I've been working on this integral for quite a while and I think I've been able to progress but now I'm stuck. So I have to prove that
$$\int_C f(z)\ dz =\int_C\frac{2z}{(1+z^2)\log(2+z^2)}dz =\pi i.$$
Where $C$ is a contour from $[1,p]$ to $[p,-1]$ and $p=\frac{6i}5$.
My attempt :
- So I have noticed that $f(-z)=-f(z)$ and so $f$ is odd and the contour can be completed (triangle) to be closed since $\int_Df(z)dz=0$ where $D$ is a line segment from $-1$ to $1$.
- Clearly the only singularity in the new contour (the triangle) is $i$.
So this is where I get stuck. I've tried to use Cauchy's integral formula but the $\log(2+z^2)$ gives me hard time.
I would appreciate a hint. (Residue theorem is not allowed, almost everything else is).
Suggestion: Substitute $w = 1+z^2$ to simplify the situation. The image of $C$ under that substitution becomes a closed curve $\gamma$ in the half-plane $H = \{ w : \operatorname{Re} w > -1\}$ winding once around $0$, and the integral
$$\int_\gamma \frac{dw}{w\log (1+w)}.$$
Now we want to transform it into a way so that we can use the Cauchy integral formula (which is a special case of the residue theorem, but one that seems to be allowed).
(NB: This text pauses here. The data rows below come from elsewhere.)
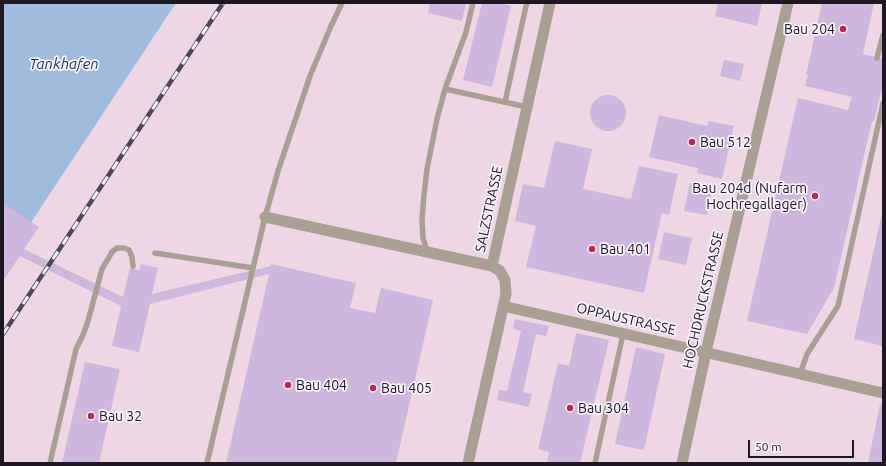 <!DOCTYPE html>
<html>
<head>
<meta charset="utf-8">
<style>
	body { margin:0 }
	#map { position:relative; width:886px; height:466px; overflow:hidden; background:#f1e2fb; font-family:Ubuntu,sans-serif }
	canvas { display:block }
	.frame { position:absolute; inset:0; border:4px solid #1d1721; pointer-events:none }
	.scale { position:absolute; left:748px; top:440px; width:106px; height:18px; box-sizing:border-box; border:2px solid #1d1721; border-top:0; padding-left:5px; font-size:12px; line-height:14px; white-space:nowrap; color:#1d1721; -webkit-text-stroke:3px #faf3ff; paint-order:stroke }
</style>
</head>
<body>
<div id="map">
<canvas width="886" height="466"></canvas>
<div class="frame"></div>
<div class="scale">50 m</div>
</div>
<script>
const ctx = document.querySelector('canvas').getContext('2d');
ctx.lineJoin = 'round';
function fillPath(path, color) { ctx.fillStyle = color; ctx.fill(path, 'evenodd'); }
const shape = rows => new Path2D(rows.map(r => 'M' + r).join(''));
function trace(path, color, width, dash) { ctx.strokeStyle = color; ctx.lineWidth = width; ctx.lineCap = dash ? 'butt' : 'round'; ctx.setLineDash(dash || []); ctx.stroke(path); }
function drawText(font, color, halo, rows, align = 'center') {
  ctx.font = font + ' Ubuntu,sans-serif'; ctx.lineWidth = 3.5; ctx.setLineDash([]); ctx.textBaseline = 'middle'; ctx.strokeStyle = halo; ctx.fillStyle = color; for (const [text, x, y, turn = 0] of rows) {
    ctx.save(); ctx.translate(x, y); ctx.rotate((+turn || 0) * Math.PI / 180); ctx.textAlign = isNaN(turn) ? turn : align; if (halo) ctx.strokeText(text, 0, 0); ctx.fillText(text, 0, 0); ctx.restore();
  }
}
fillPath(shape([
	[176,3,883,3,883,463,3,463,3,265]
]), '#eed7e4');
fillPath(shape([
	[3,3,176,3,3,265]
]), '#9fbcdd');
fillPath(shape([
	[430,3,466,3,462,21,428,13],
	[482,3,500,3,511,6,492,87,463,80],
	[718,3,762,3,757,26,715,16],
	[822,3,874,3,863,54,883,59,883,85,874,121,872,121,834,288,807,334,747,321,798,98,848,110,852,97,805,86,808,75,806,75],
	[724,60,744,64,740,81,720,76],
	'590 113a18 18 0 1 1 36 0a18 18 0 1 1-36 0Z',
	[659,115,707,126,709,121,734,126,722,179,697,173,698,168,649,157],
	[555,141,592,149,583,189,631,199,639,166,678,174,669,215,662,213,644,293,526,267,536,226,515,221,523,184,544,188],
	[690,183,712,188,707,215,684,211],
	[3,203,39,227,24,249,123,297,130,268,139,270,141,264,158,268,152,294,271,266,271,264,356,283,350,308,375,313,381,288,433,300,396,463,226,463,269,274,150,304,139,352,112,346,121,306,20,256,3,281],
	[882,213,883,213,883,346,854,339],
	[664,232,692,238,686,265,658,259],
	[515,319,549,326,546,336,536,334,523,392,532,394,529,407,497,400,499,390,507,391,521,331,513,329],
	[576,333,609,340,580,463,547,463,549,452,538,449,558,363,569,366],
	[636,347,665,354,644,450,615,444],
	[85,362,120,369,99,463,62,463],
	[880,404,883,405,883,463,868,463]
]), '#cdb7dc');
trace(shape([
	[473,3,466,32,445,89,527,107],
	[877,58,883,35],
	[505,102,526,6,527,3],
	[427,251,423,238,422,219,424,195,427,169,437,119,445,89],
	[155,253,253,268],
	[800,374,807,354,838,306,883,103],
	[50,463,76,349,83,335,88,321,102,269,112,252,117,248,124,248,129,250,132,257,133,266],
	[207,463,265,217,278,171,310,76,331,26,342,3],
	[595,463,623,334]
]), '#a99f94', 5.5);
trace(shape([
	[265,217,492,266,500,271,505,280,506,294,468,463],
	[492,266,550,3],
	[503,306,883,393],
	[682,463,706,352,788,3]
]), '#a99f94', 11);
const rail = shape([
	[3,334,223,3]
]);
trace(rail, '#4f4755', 4.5);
trace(rail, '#faf3ff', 3, [9]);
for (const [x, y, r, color] of [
	[843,29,4,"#b9284d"],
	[692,142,4,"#b9284d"],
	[815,196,4,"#b9284d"],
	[592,249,4,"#b9284d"],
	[288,385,4,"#b9284d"],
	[373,388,4,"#b9284d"],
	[570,408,4,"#b9284d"],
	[91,416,4,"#b9284d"]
]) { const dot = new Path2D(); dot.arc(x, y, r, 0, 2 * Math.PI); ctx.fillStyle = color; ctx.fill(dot); trace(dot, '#faf3ff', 1.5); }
drawText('14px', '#1d1721', '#faf3ff', [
	["Bau 204",835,29,"right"],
	["Bau 512",700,142],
	["Bau 204d (Nufarm",807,188,"right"],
	["Hochregallager)",807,204,"right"],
	["Bau 401",600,249],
	["Bau 404",296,385],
	["Bau 405",381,388],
	["Bau 304",578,408],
	["Bau 32",99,416]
], 'left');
drawText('14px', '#1d1721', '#faf3ff', [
	["SALZSTRASSE",489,209,-78],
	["HOCHDRUCKSTRASSE",703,300,-77],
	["OPPAUSTRASSE",626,319,13]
]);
drawText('italic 15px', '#0e3a64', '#faf3ff', [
	["Tankhafen",64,64]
]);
</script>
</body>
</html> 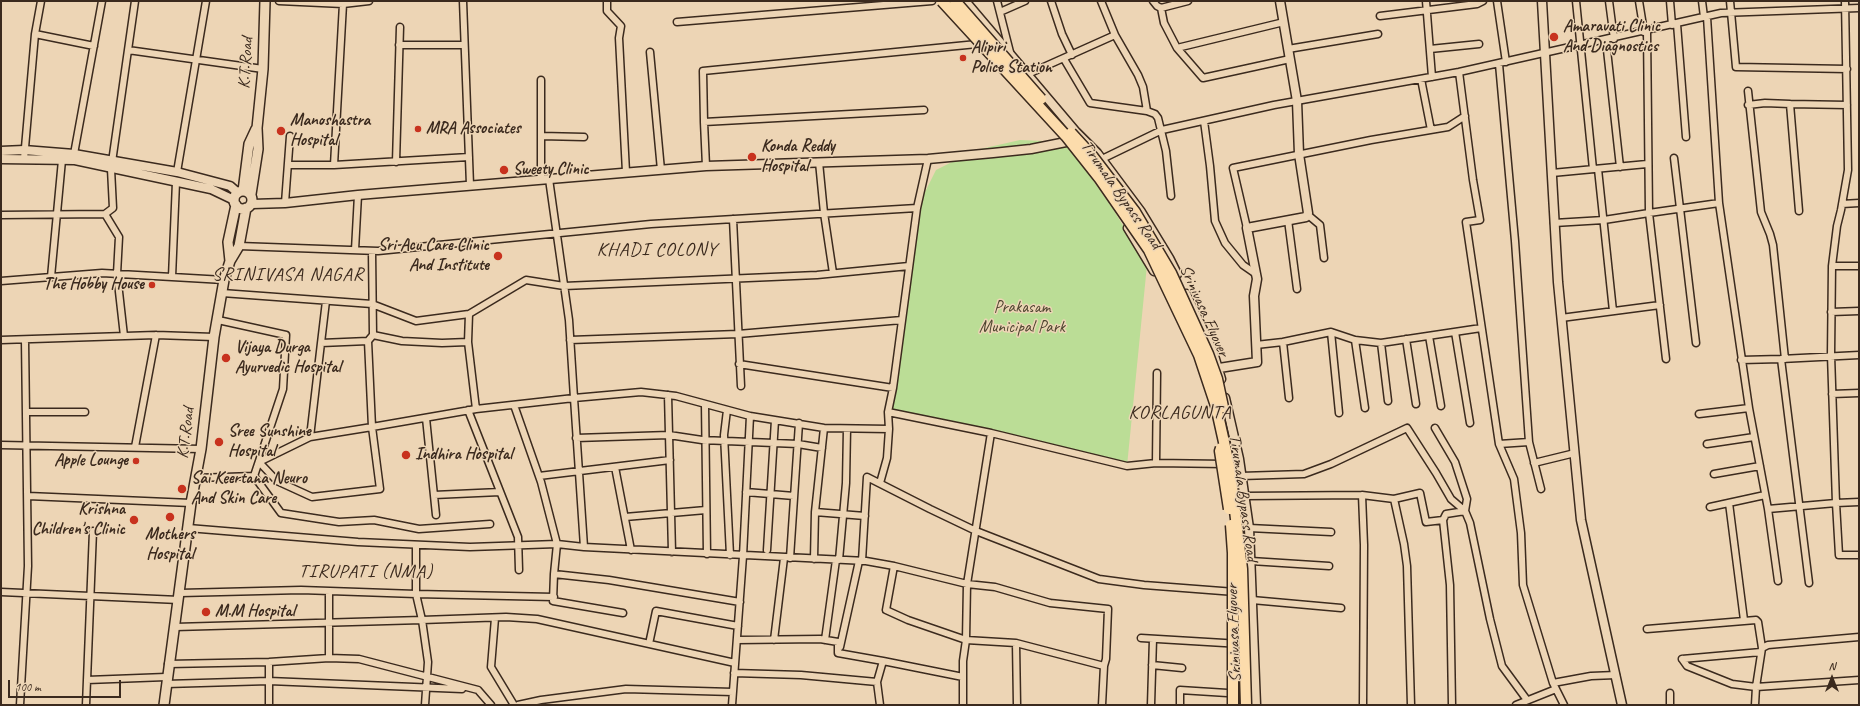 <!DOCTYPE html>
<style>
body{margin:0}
#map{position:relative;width:1860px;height:706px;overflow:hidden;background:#edd5b5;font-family:Caveat,sans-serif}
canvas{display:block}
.frame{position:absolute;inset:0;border:2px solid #3b2a1e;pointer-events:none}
.north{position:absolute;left:1812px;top:658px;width:40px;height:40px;-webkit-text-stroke:3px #edd5b5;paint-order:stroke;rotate:0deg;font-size:11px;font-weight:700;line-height:16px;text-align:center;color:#3b2a1e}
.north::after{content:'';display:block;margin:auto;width:14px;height:18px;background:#3b2a1e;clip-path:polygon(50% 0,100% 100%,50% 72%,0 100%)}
.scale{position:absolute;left:8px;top:680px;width:113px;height:18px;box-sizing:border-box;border:2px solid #3b2a1e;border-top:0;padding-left:5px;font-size:12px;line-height:14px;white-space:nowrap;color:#3b2a1e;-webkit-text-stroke:3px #edd5b5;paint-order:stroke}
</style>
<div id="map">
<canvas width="1860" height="706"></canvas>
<div class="frame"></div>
<div class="north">N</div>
<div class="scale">100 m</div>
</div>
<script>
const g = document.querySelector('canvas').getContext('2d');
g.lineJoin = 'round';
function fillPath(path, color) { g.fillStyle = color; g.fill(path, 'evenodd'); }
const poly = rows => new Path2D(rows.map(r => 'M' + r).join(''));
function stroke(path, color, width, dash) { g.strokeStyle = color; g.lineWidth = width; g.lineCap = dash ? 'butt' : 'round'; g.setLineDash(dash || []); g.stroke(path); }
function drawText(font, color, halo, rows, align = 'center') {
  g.font = font + ' Caveat,sans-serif'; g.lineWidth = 3; g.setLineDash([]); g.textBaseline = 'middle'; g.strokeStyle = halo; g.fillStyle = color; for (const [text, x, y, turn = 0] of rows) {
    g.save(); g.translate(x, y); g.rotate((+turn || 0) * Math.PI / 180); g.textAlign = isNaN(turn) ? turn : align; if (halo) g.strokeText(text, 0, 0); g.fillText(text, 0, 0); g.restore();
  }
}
fillPath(poly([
 [1020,140,1066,142,1113,209,1147,265,1127,466,888,412,917,208,936,170,976,150]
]), '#bbdd96');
const minor = poly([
 [279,1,343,4,369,1],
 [463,1,470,185],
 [607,1,607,11,621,26,619,38,626,172],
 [997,1,1010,52],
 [1051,1,1062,34,1072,55],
 [1153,1,1157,6,1161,8,1188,1],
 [1426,1,1432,77],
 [1497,1,1506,62],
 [1576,1,1593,169],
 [1609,1,1614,39],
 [1639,1,1644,32],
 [1670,1,1672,25],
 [1702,1,1704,17],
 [1730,1,1736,67,1847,69],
 [1845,1,1848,170,1841,210,1837,226,1832,266,1831,355,1836,503,1859,502],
 [343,4,334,165,469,157],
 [1161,8,1164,23,1177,48,1203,78,1290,59],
 [1000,12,1025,1],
 [1380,16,1477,4,1483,1],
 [677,22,932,1],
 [1677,24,1686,137],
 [35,34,94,46],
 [1115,35,1138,75,1143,87,1147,111],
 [1606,41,1620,167],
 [399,45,464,45],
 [1177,48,1284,22],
 [1288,49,1378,34],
 [1430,49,1479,44],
 [128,50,263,69],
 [650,52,661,170],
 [1064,59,1090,103,1147,111,1155,114,1158,118,1166,151,1171,196],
 [1499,64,1515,241,1529,442,1541,489],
 [1459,72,1473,180,1480,220,1466,222,1499,444,1514,479,1521,533,1523,585,1553,683,1564,705],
 [1028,74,1115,35,1101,1],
 [1421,79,1431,130],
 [1748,91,1761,212,1770,234,1773,245,1785,359],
 [1748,105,1765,103,1790,104],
 [1204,121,1210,166,1215,221,1225,243,1243,265,1256,274],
 [704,122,703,71,977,44],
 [541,136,584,137],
 [74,154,102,1],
 [1674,158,1696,343],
 [24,159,35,34,41,1],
 [928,159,917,208,893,388,888,412,991,433,1127,466,1156,463,1225,464],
 [1102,159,1162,130,1274,105,1459,72,1721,13,1859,8],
 [396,162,400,27],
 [819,162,824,213,833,273],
 [288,165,334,165],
 [706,166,704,122,924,110],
 [1598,169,1613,311],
 [177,172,206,1],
 [1552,173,1647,164],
 [541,179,541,80],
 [549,179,569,320,574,398,641,392,676,396,750,416,743,556,732,705],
 [176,182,172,277,224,280],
 [285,203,290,136],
 [1842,204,1859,203],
 [1799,211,1790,104,1847,105],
 [1,215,105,214],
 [1308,215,1320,225,1324,258],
 [733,219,741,386],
 [1288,220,1297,289],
 [1554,223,1604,220,1649,213,1647,31],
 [1247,228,1233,168,1371,140,1448,127,1465,116],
 [239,246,378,251,651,224,917,208],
 [355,250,358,195],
 [372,251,373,335],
 [1832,266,1859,266],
 [51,277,62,160],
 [1,281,102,273,172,277],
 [222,293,372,304,416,321,469,314,526,280,564,286,817,275,909,266],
 [1831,312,1859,311],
 [1561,318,1660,305],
 [1331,332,1339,413],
 [1455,332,1470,423],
 [124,336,117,274,119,237,105,214,113,208,111,169,135,1],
 [1429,336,1441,406],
 [1406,339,1416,404],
 [1,340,156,335,214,337],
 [570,340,738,334,902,320],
 [1355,340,1365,408],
 [468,342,469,314],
 [1283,342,1331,332,1355,340,1381,343,1481,328],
 [321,343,326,301],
 [1381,343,1388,401],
 [1256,345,1283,342,1289,398],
 [1666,359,1649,213,1719,203],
 [1781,359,1809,583],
 [1741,360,1781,359,1859,355],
 [739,364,893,388],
 [1832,394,1859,393],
 [668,395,672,552],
 [705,404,707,554],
 [1749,408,1768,509,1778,581],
 [476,409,468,342,442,343,402,341,373,335,368,341,372,427,380,489,312,497,277,481,259,462,310,437,372,427,476,409,574,398,584,547,866,561,894,566,967,584,995,587,1050,603,1108,609,1106,659,1104,666],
 [468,410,518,537,519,570],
 [727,410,724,435,730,555],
 [26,412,85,412],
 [1699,414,1749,408,1719,203,1707,17],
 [750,416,824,428,889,429],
 [426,418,436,515],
 [1435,428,1455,462,1467,499,1465,511,1470,523,1490,619,1502,666,1527,700],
 [310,437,321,343,368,341],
 [576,438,669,435,702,440,798,444,822,448],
 [1499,444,1529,442],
 [1707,444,1754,437],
 [1,445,201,449],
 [135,447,156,335],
 [1156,463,1157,373],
 [1534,463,1575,453],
 [615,467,631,550],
 [1714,474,1760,466],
 [254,476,281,513,339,522,374,520,419,529,490,524],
 [539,476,670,460],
 [1241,476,1304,474,1331,464,1407,428,1436,473,1451,499,1465,511],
 [196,478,254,476,283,389,286,335,218,320],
 [880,483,887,458,889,429,888,412],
 [746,492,794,496],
 [434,495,500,492],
 [1362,495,1364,545,1363,705],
 [28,496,191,503],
 [1245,496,1362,495,1394,499,1420,493,1426,522,1443,520],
 [1394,499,1404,544,1407,566,1411,705],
 [1729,503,1744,620],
 [1710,507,1765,495],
 [1768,509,1836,503,1839,555,1859,555],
 [815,512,865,516],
 [625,517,706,510],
 [188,528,358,542,470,547,557,544,541,482,514,405],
 [1249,528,1331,532],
 [584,547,557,544,554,574,609,580,740,602],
 [767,550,775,420],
 [790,558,799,423],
 [814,559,815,512,824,428],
 [839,560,846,483,847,429],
 [862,561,867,477,930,509,976,531,1099,579,1144,585,1235,592],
 [1251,561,1329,566],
 [894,566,886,610,908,620,966,640,1016,643,1104,666,1102,705],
 [554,574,553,601,623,613],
 [1,592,179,600],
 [180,593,301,590,416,594,416,545],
 [1252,600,1341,608],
 [495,618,491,667,514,705],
 [175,627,422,620,416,594,554,597],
 [1647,629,1756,620,1758,622,1762,648,1756,687,1755,705],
 [1141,638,1241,644],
 [737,640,820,639,838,642,838,653,883,661],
 [774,640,784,558],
 [825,640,836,560],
 [1016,643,1017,705],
 [649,644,656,611,738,626],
 [840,647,859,561],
 [1762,648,1768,645,1859,637],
 [329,658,329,591],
 [1682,659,1687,666,1732,684,1756,687,1859,680],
 [1682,659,1761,652],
 [168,664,269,662,329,658,359,659,478,690,491,705],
 [1152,665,1182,668],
 [734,673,801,675,877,682],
 [87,680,166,677],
 [1553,683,1591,676,1616,675],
 [166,684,269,681,462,689],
 [1670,693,1670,705],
 [20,705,28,566,25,340],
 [86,705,93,531],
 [269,705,269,662],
 [425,705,428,662,422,620,506,617,537,619,735,663],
 [518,705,541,700,626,689,733,692],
 [880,705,877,682,883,661,963,677],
 [963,705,963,661,966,640,967,584,991,433],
 [1151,705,1153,639],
 [1180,705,1180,690,1243,694],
 [1452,705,1450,585,1443,520,1446,514,1465,511],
 [1516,705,1556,689]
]);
const tertiary = poly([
 [965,1,1076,132,1097,153,1141,212,1169,258,1177,274],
 [1542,1,1558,282,1581,520,1622,705],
 [1,151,24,150,74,154,177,172,230,186,238,193],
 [1,159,75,160,211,189,234,200],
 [252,204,285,203,358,195,706,166,928,159,993,153,1031,149,1066,142,1072,136],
 [1128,228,1154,271],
 [1186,294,1212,349,1221,379],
 [1213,369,1257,362,1254,296,1257,279,1247,228,1306,217,1308,213,1299,154,1297,101,1280,1],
 [1225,398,1239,459,1249,528,1256,705]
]);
const secondary = poly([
 [243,191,249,144,256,129],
 '234 200a9 9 0 1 1 18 0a9 9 0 1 1-18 0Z',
 [251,194,258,149,257,128,263,69,265,1],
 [230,261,228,242,236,205],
 [164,705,191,503,201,449,214,337,224,280,230,261,239,246,246,208]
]);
stroke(minor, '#3b2a1e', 9);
stroke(tertiary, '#3b2a1e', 11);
stroke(secondary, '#3b2a1e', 12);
stroke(minor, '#edd5b5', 6);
stroke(tertiary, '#edd5b5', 8);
stroke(secondary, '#edd5b5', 9);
const primaryBridge = poly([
 [942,1,1066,136,1100,179,1149,250,1199,355,1216,406,1230,469,1242,569,1246,705],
 [955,1,1041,99],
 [1071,133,1093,157,1135,212,1171,273,1208,354,1217,379,1223,407],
 [1221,448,1220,451,1229,509],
 [1231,525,1233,553,1233,705]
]);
stroke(primaryBridge, '#3b2a1e', 13, []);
stroke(primaryBridge, '#fcdcac', 10);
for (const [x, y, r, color] of [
 [1554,37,5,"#c8321e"],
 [963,58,4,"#c8321e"],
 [418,129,4,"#c8321e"],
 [281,131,5,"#c8321e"],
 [752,157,5,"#c8321e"],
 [504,170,5,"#c8321e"],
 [498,256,5,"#c8321e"],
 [152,285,4,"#c8321e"],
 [226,358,5,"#c8321e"],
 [219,442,5,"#c8321e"],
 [406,455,5,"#c8321e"],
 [136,461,4,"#c8321e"],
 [182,489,5,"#c8321e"],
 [170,517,5,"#c8321e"],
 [134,520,5,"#c8321e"],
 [206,612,5,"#c8321e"]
]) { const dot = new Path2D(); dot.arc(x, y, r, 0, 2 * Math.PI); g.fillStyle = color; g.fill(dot); stroke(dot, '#edd5b5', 1.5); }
drawText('bold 17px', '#3b2a1e', '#edd5b5', [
 ["Amaravati Clinic",1563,27],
 ["And Diagnostics",1563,47],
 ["Alipiri",971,48],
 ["Police Station",971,68],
 ["Manoshastra",290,121],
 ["Hospital",290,141],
 ["MRA Associates",426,129],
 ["Konda Reddy",761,147],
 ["Hospital",761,167],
 ["Sweety Clinic",513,170],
 ["Sri Acu Care Clinic",489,246,"right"],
 ["And Institute",489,266,"right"],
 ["The Hobby House",144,285,"right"],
 ["Vijaya Durga",235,348],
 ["Ayurvedic Hospital",235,368],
 ["Sree Sunshine",228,432],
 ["Hospital",228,452],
 ["Indhira Hospital",415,455],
 ["Apple Lounge",128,461,"right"],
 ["Sai Keertana Neuro",191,479],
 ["And Skin Care",191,499],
 ["Krishna",125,510,"right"],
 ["Children's Clinic",125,530,"right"],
 ["Mothers",170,535,"center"],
 ["Hospital",170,555,"center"],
 ["M.M Hospital",215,612]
], 'left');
drawText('17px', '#3b2a1e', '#edd5b5', [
 ["K.T.Road",246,63,-86],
 ["Tirumala Bypass Road",1121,195,55],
 ["Srinivasa Flyover",1204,311,66],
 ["K.T.Road",186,433,-83],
 ["Tirumala Bypass Road",1243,498,82],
 ["Srinivasa Flyover",1234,633,-92]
]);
drawText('17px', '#4e4530', '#edd5b5', [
 ["Prakasam",1022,308],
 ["Municipal Park",1022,328]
]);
g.letterSpacing = '1px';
drawText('19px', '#3b2a1e', '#edd5b5', [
 ["KHADI COLONY",657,250],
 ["SRINIVASA NAGAR",288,275],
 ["KORLAGUNTA",1180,413],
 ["TIRUPATI (NMA)",366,572]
]);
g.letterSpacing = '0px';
</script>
For that, consider the function
$$f(w) = \begin{cases}\qquad 1 &, w = 0\\ \dfrac{w}{\log (1+w)} &, w\neq 0 \end{cases}$$
which is holomorphic on $H$. By the integral formula,
$$\int_\gamma \frac{dw}{w\log (1+w)} = \int_\gamma \frac{f(w)}{w^2}\,dw = 2\pi i f'(0).$$
Of course you can play the same game without the substitution after closing $C$ with
$$F(z) = \begin{cases} \dfrac{2z(z-i)}{(z+i)\log (2+z^2)} &, z \neq i\\ \qquad \dfrac{1}{2i} &, z = i,\end{cases}$$
but it's easier to compute with the substitution.